Everyone in the team is developing their code on a different configuration. We have people using WSL (seriously) and others running various versions of Ubuntu in VMs. So we have these build pipelines running things like Alpine (because the image is small) which may or may not be anywhere near WSL or Ubuntu versions X to Y.

It gets better. Everything we do, every piece of software we build has its own Docker container. And then it goes onto a VM which gets "spun up" in the Microsoft(R) Azure(TM) cloud.

My little command line utilities, a few hundred k each compiled, get compiled in their own Docker container.

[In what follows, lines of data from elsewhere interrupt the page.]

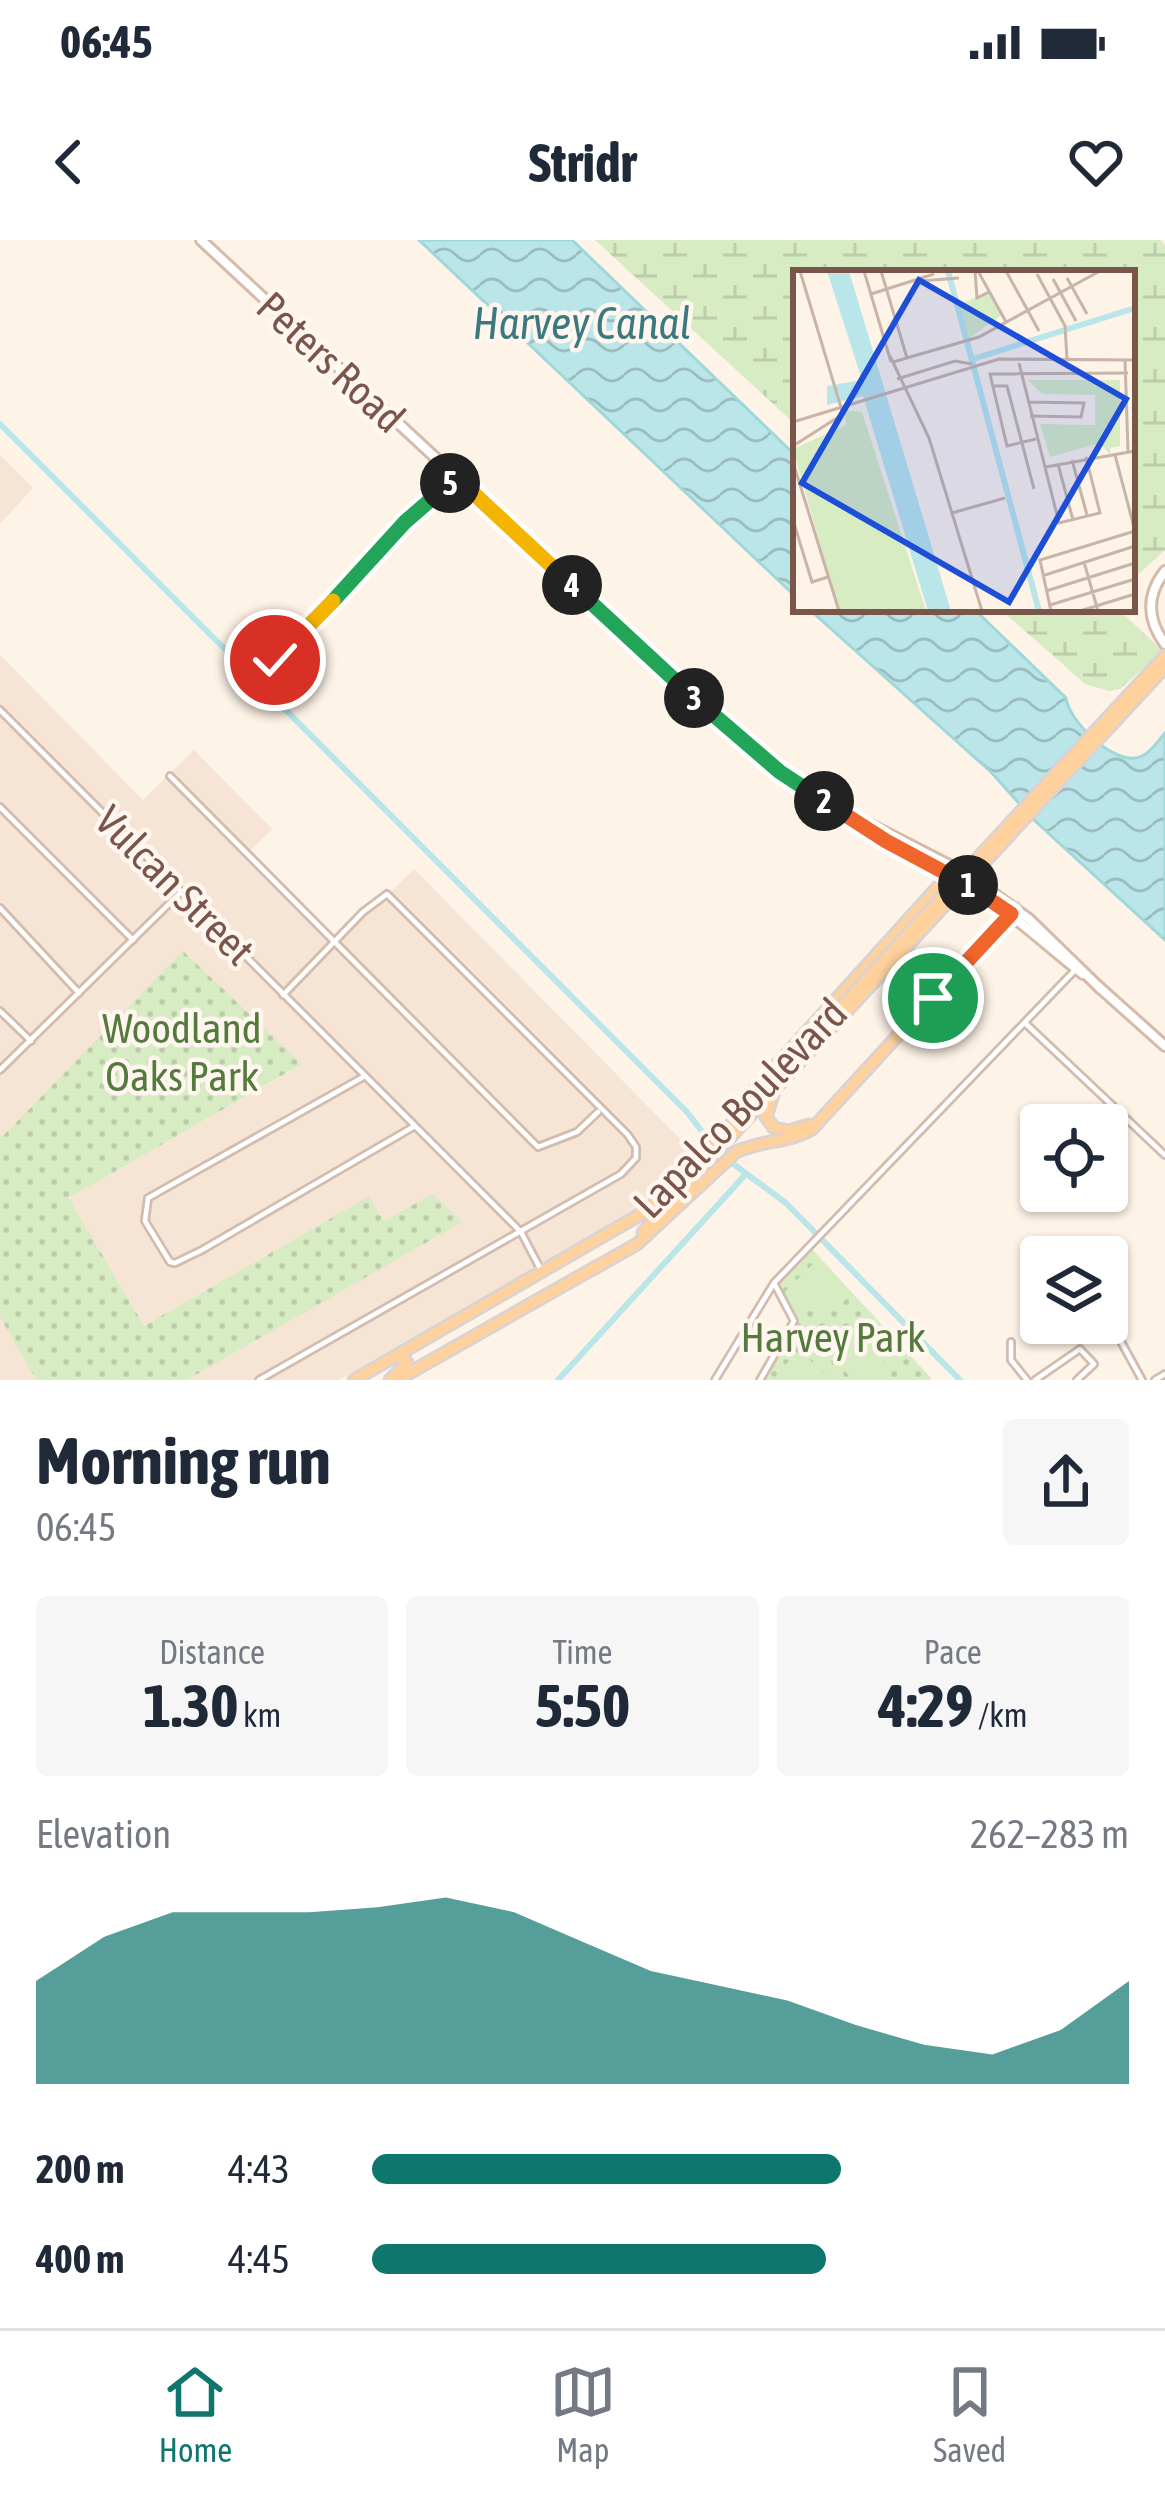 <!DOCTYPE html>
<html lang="en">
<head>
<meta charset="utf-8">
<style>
	:root { --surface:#fff; --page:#f6f6f7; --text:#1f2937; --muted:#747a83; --line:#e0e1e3; --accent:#0f766e }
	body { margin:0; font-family:"Asap Condensed",sans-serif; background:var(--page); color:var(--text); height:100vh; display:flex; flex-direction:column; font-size:45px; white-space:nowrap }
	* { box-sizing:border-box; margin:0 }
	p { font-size:39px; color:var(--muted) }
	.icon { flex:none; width:66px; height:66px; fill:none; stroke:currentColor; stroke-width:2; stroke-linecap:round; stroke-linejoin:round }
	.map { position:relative; height:1140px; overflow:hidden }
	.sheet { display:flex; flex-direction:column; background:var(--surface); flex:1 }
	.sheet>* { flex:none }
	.buttons { position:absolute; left:1020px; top:864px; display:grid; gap:24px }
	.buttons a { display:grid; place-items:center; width:108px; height:108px; border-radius:12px; background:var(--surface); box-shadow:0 3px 9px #0004; font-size:60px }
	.pin { position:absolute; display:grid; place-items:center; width:102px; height:102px; color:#fff; margin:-51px; border:6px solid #fff; border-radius:50%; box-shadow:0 3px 12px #0007 }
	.km { position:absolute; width:60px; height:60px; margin:-30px; border-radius:50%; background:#222; color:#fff; font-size:33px; line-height:60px; text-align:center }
	.round { display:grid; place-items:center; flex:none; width:126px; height:126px; border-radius:12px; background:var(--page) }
	.summary { display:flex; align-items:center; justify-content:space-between; height:204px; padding:0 36px }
	h1 { font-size:66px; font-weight:700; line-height:90px }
	.stats { display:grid; grid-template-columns:repeat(3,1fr); gap:18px; height:204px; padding:12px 36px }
	.stats div { display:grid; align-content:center; border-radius:12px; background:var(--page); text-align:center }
	.stats b { font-size:60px; font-weight:700 }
	.stats small { font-size:33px; font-weight:400 }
	.stats p { font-size:33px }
	.chart { height:336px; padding:24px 36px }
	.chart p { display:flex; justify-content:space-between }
	.chart svg { width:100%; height:216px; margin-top:12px; fill:var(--accent); opacity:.7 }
	ul { padding:0 36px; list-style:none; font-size:39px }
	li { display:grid; grid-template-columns:192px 144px 1fr; align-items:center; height:90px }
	li i { height:30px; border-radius:15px; background:var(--accent) }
	.status { display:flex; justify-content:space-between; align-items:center; height:84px; padding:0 60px; background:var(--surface); direction:ltr }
	.status svg { height:33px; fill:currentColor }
	header { display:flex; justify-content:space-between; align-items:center; height:156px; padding:0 36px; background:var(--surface); font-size:54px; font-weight:700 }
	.tabs { display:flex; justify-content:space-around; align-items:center; height:168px; border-top:3px solid var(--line); background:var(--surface); font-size:33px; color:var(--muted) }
	.tabs a { display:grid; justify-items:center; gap:6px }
	.tabs .on { color:var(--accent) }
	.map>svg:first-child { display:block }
	.residential { fill:#f6e4d5 }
	.grass { fill:url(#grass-dots) }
	.wetland { fill:url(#wetland-marsh) }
	.garden { fill:#d8ecc4 }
	.water { fill:url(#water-waves); stroke:#a0d7db; stroke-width:3 }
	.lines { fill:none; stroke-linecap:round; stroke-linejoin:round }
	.canal { stroke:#bae6e9; stroke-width:6 }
	.minor-casing { stroke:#d3bcaf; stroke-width:10 }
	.secondary-casing { stroke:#d6bbab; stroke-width:14 }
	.primary-casing { stroke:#dcd3d0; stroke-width:15 }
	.minor { stroke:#fff; stroke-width:4.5 }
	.secondary { stroke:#fff; stroke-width:8 }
	.primary { stroke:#ffd29d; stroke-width:9 }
	.primary-bridge-casing { stroke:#dcd3d0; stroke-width:15; stroke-linecap:butt }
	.primary-bridge { stroke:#ffd29d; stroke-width:9 }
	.split-1-casing { stroke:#fff; stroke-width:24 }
	.split-2-casing { stroke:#fff; stroke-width:24 }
	.split-3-casing { stroke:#fff; stroke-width:24 }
	.split-4-casing { stroke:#fff; stroke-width:24 }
	.split-5-casing { stroke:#fff; stroke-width:24 }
	.split-6-casing { stroke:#fff; stroke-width:24 }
	.split-7-casing { stroke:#fff; stroke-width:24 }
	.split-1 { stroke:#f0652b; stroke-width:15 }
	.split-2 { stroke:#f0652b; stroke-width:15 }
	.split-3 { stroke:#22a559; stroke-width:15 }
	.split-4 { stroke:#22a559; stroke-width:15 }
	.split-5 { stroke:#f5b400; stroke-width:15 }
	.split-6 { stroke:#22a559; stroke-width:15 }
	.split-7 { stroke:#f5b400; stroke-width:15 }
	.labels { text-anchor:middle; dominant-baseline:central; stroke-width:9; stroke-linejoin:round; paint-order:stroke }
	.street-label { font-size:42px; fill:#795649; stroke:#fff7ef }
	.park-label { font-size:42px; fill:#547a3e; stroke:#fff7ef }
	.water-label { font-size:45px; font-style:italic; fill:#3c797e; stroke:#fff7ef }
	.inset-river { fill:none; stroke:#bae6e9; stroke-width:6 }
	.inset-road { fill:none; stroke:#c8b4a8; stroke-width:3 }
	.view { fill:#1d4ed8; fill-opacity:0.15; stroke:#1d4ed8; stroke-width:6 }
	.inset-edge { fill:none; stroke:#795649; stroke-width:6 }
</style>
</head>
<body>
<div class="status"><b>06:45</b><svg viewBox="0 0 49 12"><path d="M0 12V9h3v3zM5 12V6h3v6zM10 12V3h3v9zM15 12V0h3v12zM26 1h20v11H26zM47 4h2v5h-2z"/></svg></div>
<header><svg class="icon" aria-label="back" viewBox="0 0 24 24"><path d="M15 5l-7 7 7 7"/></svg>Stridr<svg class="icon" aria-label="heart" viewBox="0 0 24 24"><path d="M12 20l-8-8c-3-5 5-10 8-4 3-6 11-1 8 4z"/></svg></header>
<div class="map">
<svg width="1165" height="1140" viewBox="0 0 1165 1140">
	<defs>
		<pattern id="grass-dots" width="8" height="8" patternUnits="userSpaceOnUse" patternTransform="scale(3)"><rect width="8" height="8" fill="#d8ecc4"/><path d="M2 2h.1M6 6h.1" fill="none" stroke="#bdccaa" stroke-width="1.8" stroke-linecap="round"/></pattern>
		<pattern id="wetland-marsh" width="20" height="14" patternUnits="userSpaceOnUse" patternTransform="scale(3)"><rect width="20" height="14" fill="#d8ecc4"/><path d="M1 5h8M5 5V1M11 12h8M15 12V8" fill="none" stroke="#bdccaa"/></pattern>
		<pattern id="water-waves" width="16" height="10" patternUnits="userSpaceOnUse" patternTransform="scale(3)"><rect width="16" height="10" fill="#bae6e9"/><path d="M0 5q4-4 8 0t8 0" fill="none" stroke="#9cbdbf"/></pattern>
	</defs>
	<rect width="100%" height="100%" fill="#fdf3e7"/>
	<!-- residential -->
	<g class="residential">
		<path d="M 0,215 L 33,248 L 0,284 Z"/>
		<path d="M 0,415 L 143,560 L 194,510 L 272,589 L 250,611 L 340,702 L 414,629 L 690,909 L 633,972 L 338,1140 L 187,1140 L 461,982 L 384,982 L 369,956 L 144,1086 L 69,958 L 301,825 L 3,897 L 0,894 Z"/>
		<path d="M 0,1072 L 40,1140 L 0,1140 Z"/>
	</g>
	<!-- grass -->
	<g class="grass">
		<path d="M 183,711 L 302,824 L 69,958 L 144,1086 L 369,956 L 384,981 L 433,954 L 462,982 L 187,1140 L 36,1140 L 0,1077 L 0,894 L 3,896 Z"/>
		<path d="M 811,1008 L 931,1138 L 929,1140 L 760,1140 L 794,1081 L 774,1043 Z"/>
	</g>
	<!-- wetland -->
	<g class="wetland">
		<path d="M 595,0 L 1161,0 L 1165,5 L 1165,310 L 1132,340 L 1132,33 L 796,33 L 796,185 Z"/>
		<path d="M 1000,369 L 1118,369 L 1163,411 L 1120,449 L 1109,451 L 1085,444 Z"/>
	</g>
	<!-- garden -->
	<g class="garden">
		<path d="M 813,1024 L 819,1024 L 851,1055 C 835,1071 817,1074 796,1067 L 785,1051 Z"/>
		<path d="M 869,1076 C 886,1097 889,1114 880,1140 L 853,1140 L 832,1117 L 833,1112 Z"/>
		<path d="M 801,1112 L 832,1140 L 772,1140 L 795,1114 Z"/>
	</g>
	<!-- water -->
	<g class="water">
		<path d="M 419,0 L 572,0 L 796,216 L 796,357 Z"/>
		<path d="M 809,369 L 974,369 L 1066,458 C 1069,481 1110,521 1135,518 C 1148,517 1157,502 1165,493 L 1165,700 L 1034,580 L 991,532 Z"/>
	</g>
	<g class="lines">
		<!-- canal -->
		<g class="canal">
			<path d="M 0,184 L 687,872 L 714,907"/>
			<path d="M 728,920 L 786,963 L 960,1140"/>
			<path d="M 558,1140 L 745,935"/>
		</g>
		<defs>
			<g id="minor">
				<path d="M 271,427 L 405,282 L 456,239"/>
				<path d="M 0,470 L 521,992 L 542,1032"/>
				<path d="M 170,536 L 538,907 L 577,892 L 598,872"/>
				<path d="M 0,567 L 133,700"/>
				<path d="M 0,668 L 79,753"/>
				<path d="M 0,771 L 31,801"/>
				<path d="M 1025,783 L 1165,915"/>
				<path d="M 0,830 L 180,653"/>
				<path d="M 365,836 L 148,958 L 145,981 L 170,1022 L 175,1023 L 202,1010 L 413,887"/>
				<path d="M 1119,1098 L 1142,1140"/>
				<path d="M 1011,1102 L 1011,1120 L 1027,1140"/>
				<path d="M 259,1140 L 621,934 L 636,918 L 636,907 L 628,895 L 387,654 L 363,672 L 283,755"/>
				<path d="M 715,1140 L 774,1043 L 1076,729"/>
				<path d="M 760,1140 L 794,1081 L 775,1045"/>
				<path d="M 1035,1140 L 1080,1109 L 1094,1124 L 1077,1140"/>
				<path d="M 1155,1140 L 1165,1134"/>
			</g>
			<g id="secondary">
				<path d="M 201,0 L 735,496 L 814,556 L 957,629"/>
				<path d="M 1165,331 C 1146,355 1147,380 1165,404"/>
				<path d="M 858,581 C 897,609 940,627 980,653 C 1017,677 1048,707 1083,734"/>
				<path d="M 969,636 L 1029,679 L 1101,749"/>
				<path d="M 1099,747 L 1165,806"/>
			</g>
			<g id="primary">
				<path d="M 1035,556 L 1165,416"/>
				<path d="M 1041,561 L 1165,427"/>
				<path d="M 755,849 L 955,628"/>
				<path d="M 773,855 L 766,877 L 774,888 L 789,891 L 809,885"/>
				<path d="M 643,992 L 821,799"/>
				<path d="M 593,1029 L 637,1004 L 736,912 C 761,900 788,903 812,889 L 1015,668"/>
				<path d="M 354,1140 L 643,973 L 669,951 L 816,794"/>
				<path d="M 390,1140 L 407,1123 L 403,1117 L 394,1117"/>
				<path d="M 397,1140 L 596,1027"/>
			</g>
		</defs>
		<!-- minor casing -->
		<use href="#minor" class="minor-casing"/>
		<!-- secondary casing -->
		<use href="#secondary" class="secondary-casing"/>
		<!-- primary casing -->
		<use href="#primary" class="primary-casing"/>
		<!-- minor -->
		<use href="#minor" class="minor"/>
		<!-- secondary -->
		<use href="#secondary" class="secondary"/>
		<!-- primary -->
		<use href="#primary" class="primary"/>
		<defs>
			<g id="primary-bridge">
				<path d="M 816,794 L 1035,556"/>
				<path d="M 821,799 L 1041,561"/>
			</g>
		</defs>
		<!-- primary-bridge casing -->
		<use href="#primary-bridge" class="primary-bridge-casing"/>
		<!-- primary-bridge -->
		<use href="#primary-bridge" class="primary-bridge"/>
	</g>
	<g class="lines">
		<defs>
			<path id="split-1" d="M 933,758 L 1011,674 L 968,645"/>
			<path id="split-2" d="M 824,561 L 886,601 L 968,645"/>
			<path id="split-3" d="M 694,458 L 780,532 L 824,561"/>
			<path id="split-4" d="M 572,345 L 694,458"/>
			<path id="split-5" d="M 450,243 L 457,238 L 572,345"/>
			<path id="split-6" d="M 333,361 L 405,282 L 450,243"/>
			<path id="split-7" d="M 275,420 L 333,361"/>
		</defs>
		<!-- split-1 casing -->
		<use href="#split-1" class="split-1-casing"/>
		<!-- split-2 casing -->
		<use href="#split-2" class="split-2-casing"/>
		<!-- split-3 casing -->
		<use href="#split-3" class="split-3-casing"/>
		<!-- split-4 casing -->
		<use href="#split-4" class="split-4-casing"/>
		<!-- split-5 casing -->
		<use href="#split-5" class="split-5-casing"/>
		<!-- split-6 casing -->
		<use href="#split-6" class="split-6-casing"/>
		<!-- split-7 casing -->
		<use href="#split-7" class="split-7-casing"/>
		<!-- split-1 -->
		<use href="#split-1" class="split-1"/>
		<!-- split-2 -->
		<use href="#split-2" class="split-2"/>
		<!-- split-3 -->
		<use href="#split-3" class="split-3"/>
		<!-- split-4 -->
		<use href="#split-4" class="split-4"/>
		<!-- split-5 -->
		<use href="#split-5" class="split-5"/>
		<!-- split-6 -->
		<use href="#split-6" class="split-6"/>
		<!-- split-7 -->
		<use href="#split-7" class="split-7"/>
	</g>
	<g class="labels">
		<!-- street labels -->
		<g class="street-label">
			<text transform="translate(331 122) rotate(43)">Peters Road</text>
			<text transform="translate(175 645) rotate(45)">Vulcan Street</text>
			<text transform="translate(740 868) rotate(-46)">Lapalco Boulevard</text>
		</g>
		<!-- park labels -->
		<g class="park-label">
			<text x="182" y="788">Woodland<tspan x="182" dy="48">Oaks Park</tspan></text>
			<text x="833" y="1097">Harvey Park</text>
		</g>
		<!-- water labels -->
		<g class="water-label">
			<text x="582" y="83">Harvey Canal</text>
		</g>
	</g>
	<!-- overview -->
	<g transform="translate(793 30)">
		<rect width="342" height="342" fill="#fdf3e7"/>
		<path d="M 196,22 L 209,45 L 175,69 L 167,34 ZM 235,110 L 327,110 L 327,176 L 317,178 L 318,186 L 307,173 L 257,187 L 247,154 L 302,155 L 302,125 L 249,124 Z" fill="#d8ecc4"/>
		<path d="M 51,140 L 69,142 L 133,341 L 46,341 L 0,179 L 53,155 Z" fill="#d8ecc4"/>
		<path d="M 34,1 L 56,1 L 158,341 L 135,341 L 70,126 L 34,135 L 34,116 L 69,110 Z" fill="#bae6e9"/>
		<path class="inset-river" d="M 155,1 L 246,341M 180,89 L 342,38"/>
		<path class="inset-road" d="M 71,1 L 98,92M 88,1 L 114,88M 182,1 L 184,28 L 196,22M 185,1 L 213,52M 213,1 L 246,61M 244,4 L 272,56 L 274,89M 274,8 L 294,44M 260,9 L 283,51M 127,11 L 166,8M 78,24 L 141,4M 97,86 L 136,168 L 189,341M 332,90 L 335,181M 100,92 L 186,67 L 307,1M 226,93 L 266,253 L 307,243 L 293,187M 104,109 L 162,91 L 179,94M 199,116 L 214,116 L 241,219M 235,132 L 291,133 L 288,147 L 237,146M 0,152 L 206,89 L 342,90M 243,169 L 214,176 L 197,104 L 335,103M 0,176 L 50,144 L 7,1M 322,185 L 342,261M 279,190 L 294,245M 0,192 L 46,341M 265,194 L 280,250M 253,197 L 342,181M 159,243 L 212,228M 0,250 L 19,312 L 35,307M 291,292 L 305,341M 249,306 L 342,276M 253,321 L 342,293M 257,335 L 342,309M 258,341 L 247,290 L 342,261M 287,341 L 342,324"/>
		<path class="view" d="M 126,10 L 333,129 L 216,332 L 9,213 Z"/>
		<rect width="342" height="342" class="inset-edge"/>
	</g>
</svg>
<div class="buttons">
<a><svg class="icon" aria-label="locate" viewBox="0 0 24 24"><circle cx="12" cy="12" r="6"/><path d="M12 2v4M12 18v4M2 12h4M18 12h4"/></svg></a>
<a><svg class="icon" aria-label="layers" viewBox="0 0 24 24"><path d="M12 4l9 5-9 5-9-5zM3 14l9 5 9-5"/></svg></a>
</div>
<div class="pin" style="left:933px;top:758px;background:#1e9e55"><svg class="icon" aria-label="arrive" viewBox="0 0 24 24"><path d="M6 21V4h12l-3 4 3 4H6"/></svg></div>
<div class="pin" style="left:275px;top:420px;background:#d93025"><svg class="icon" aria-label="check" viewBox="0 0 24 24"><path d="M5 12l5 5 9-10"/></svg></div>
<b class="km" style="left:968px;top:645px">1</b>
<b class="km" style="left:824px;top:561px">2</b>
<b class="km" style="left:694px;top:458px">3</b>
<b class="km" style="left:572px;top:345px">4</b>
<b class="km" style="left:450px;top:243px">5</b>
</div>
<section class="sheet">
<div class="summary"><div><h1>Morning run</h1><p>06:45</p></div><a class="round"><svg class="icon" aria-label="share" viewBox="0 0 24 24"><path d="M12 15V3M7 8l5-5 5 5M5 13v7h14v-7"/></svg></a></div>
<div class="stats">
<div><p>Distance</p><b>1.30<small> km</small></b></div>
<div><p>Time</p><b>5:50</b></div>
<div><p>Pace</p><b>4:29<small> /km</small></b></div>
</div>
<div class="chart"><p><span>Elevation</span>262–283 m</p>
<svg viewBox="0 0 160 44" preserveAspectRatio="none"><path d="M0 44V23L10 14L20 9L30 9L40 9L50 8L60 6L70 9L80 15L90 21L100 24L110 27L120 32L130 36L140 38L150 33L160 23V44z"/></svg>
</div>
<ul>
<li><b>200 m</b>4:43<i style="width:62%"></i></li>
<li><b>400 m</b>4:45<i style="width:60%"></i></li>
</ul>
</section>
<nav class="tabs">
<a class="on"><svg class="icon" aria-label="home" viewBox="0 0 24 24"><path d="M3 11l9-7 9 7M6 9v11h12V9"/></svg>Home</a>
<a><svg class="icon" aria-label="map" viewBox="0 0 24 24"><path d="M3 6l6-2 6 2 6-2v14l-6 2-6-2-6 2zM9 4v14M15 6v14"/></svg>Map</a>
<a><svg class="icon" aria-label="saved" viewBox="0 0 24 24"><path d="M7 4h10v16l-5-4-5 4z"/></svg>Saved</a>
</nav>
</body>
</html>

That's hundreds and hundreds and hundreds of megabytes of random junk to compile a few thousand lines of C. When I type make on my command line (in my Ubuntu VM) each one takes under a second to build against the unit tests and rebuild again and run the automated regression tests.

The final thing that takes the cake is that I have to release these tools to another department (which they'll then put in a "pipeline" on "the cloud") and after about a year of having this amazing set-up for continuous integration, the young folk can't tell me (and they haven't figured it out yet) how to get the built binaries out of the build system.

Because the builds are done in Docker containers, the build artifacts are in the containers and the container images are deleted at the end of the build. So tell it not to delete the image? Put a step in the build script to copy the artifacts out onto a real disk volume?

"We don't know how."

There's a reason human beings haven't set foot on the Moon in over 50 years, and the way things are going our own stupidity will be the end of us. Mark my words.